TL;DR
Currently people are discussing a slowdown bug on Codeforces that seems to happen randomly, and can cause code to run 100x slower and get TLE. More details in pajenegod's blog post.
In this article, I present a mitigation: add the following to your code.
#include <windows.h>
void *operator new(size_t size) {
if (void *ptr = HeapAlloc(GetProcessHeap(), 0, size ? size : 1)) return ptr;
throw std::bad_alloc{};
}
void operator delete(void *ptr) {
HeapFree(GetProcessHeap(), 0, ptr);
}
TL;DR, part 2
This section is for Codeforces admins including MikeMirzayanov.
I have very high confidence that some poorly implemented functions in Microsoft's C runtime is the root cause of the bug which is outside contestants' control, creating unfair disadvantages in contests.
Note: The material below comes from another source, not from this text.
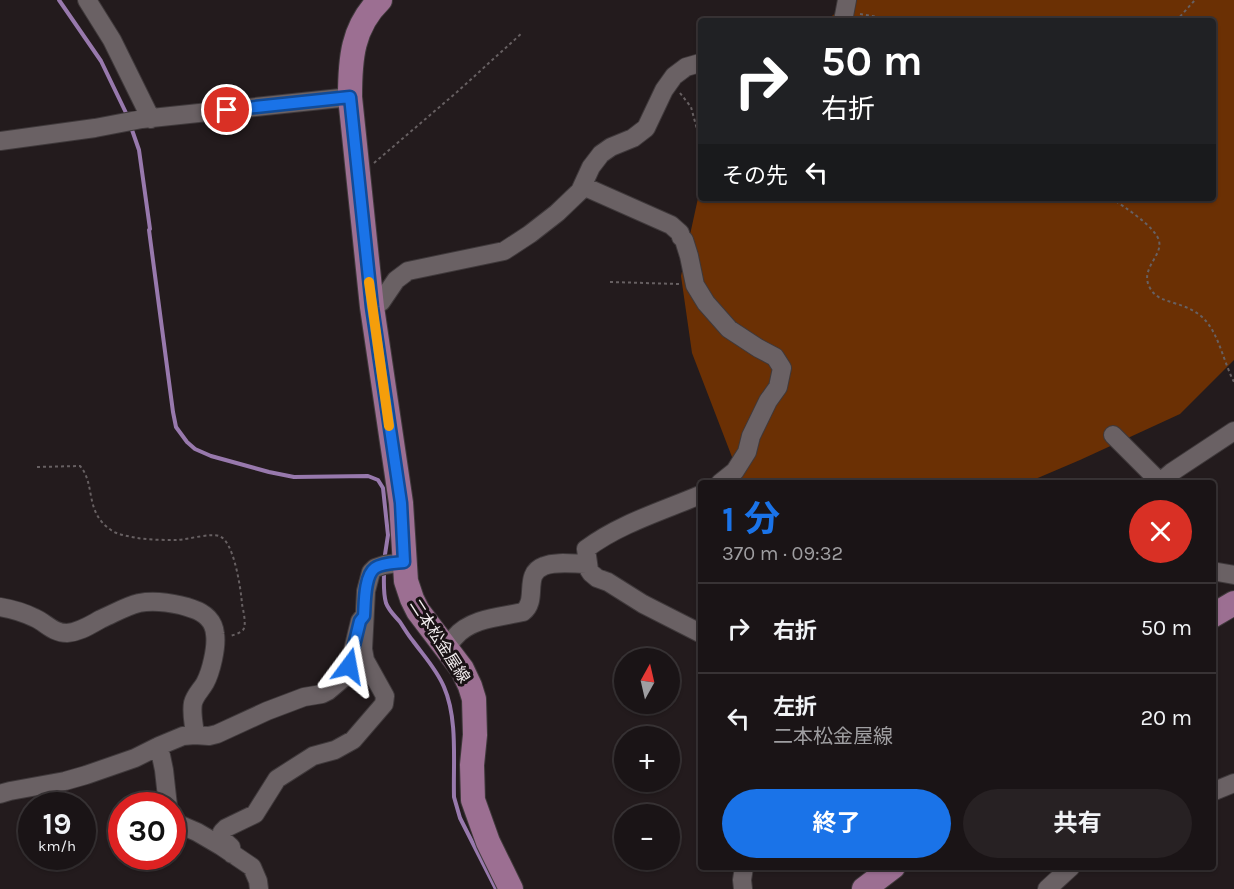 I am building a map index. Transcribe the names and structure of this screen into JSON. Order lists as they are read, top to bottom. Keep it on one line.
{"streets":{"main road":["二本松金屋線"]},"north":"top","page":{"turn":["50 m","右折"],"then":"その先","heading":["1 分","370 m · 09:32"],"list":[{"name":"右折","value":"50 m"},{"name":"左折","note":"二本松金屋線","value":"20 m"}],"map_buttons":["+","−"],"buttons":["終了","共有"],"speed":"19 km/h","limit":"30"}}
The bug has likely existed since C++17 (64-bit) first came out on Codeforces.
Every C++ submission on Codeforces (and also the entire Codeforces infrastructure) currently depends on that library, on top of the internals of Windows that very few people has any clue about. Both of these are infamous for having bad implementations in many places, and I don't think it's a good idea to rely on those for one of the online judges with the most users.
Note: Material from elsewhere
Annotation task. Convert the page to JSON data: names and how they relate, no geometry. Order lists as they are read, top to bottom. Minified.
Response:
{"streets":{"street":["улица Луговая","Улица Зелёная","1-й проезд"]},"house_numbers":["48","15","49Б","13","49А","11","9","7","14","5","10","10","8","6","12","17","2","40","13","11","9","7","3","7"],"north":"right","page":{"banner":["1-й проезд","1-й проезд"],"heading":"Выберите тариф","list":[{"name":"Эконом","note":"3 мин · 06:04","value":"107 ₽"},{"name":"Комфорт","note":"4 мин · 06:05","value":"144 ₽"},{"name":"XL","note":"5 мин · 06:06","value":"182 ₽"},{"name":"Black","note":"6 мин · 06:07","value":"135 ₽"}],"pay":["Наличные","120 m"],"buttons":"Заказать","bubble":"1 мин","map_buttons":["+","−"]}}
I ask Codeforces developers to seriously consider other, more reliable possibilities, for example an option for judgment on Linux machines, possibly using one of the plenty judge server implementations already available. An increased stability and robustness would hopefully make contest and judging experience on Codeforces a lot better.
What's happening?
There has been a bug on Codeforces causing random TLEs recently. Sometimes when a seemingly unrelated line of code is added, or the order of two lines are swapped, or a vector size is changed, etc., the code suddenly becomes 100x slower on certain inputs. The bug got some attention because of its unexplained behavior, and the fact that many submissions (include tourist's) that should have passed a problem got TLE or were hacked because of this. An example showing the bug (by kostia244):
#include <bits/stdc++.h>
using namespace std;
int main() {
vector<vector<int>> TLE(40000, vector<int>(7));
string s;
for (int i = 0; i < 17; i++) s += to_string(i) + " ";
for (int j = 0; j < 10000; ++j) {
istringstream ss(s);
int x;
while (ss >> x);
}
}
A loop of about 10000 * 17 iterations takes 1.5s to complete. The weird and funny thing about the bug is that if 40000 or 7 is changed slightly, or if the vector is moved to the middle, then nothing happens and the code runs normally. This peculiar behavior indicates something is buggy and TLE is not caused by the code's authors. It only happens on Codeforces, and only with 64-bit C++. No one was able to reproduce it anywhere else or explain why.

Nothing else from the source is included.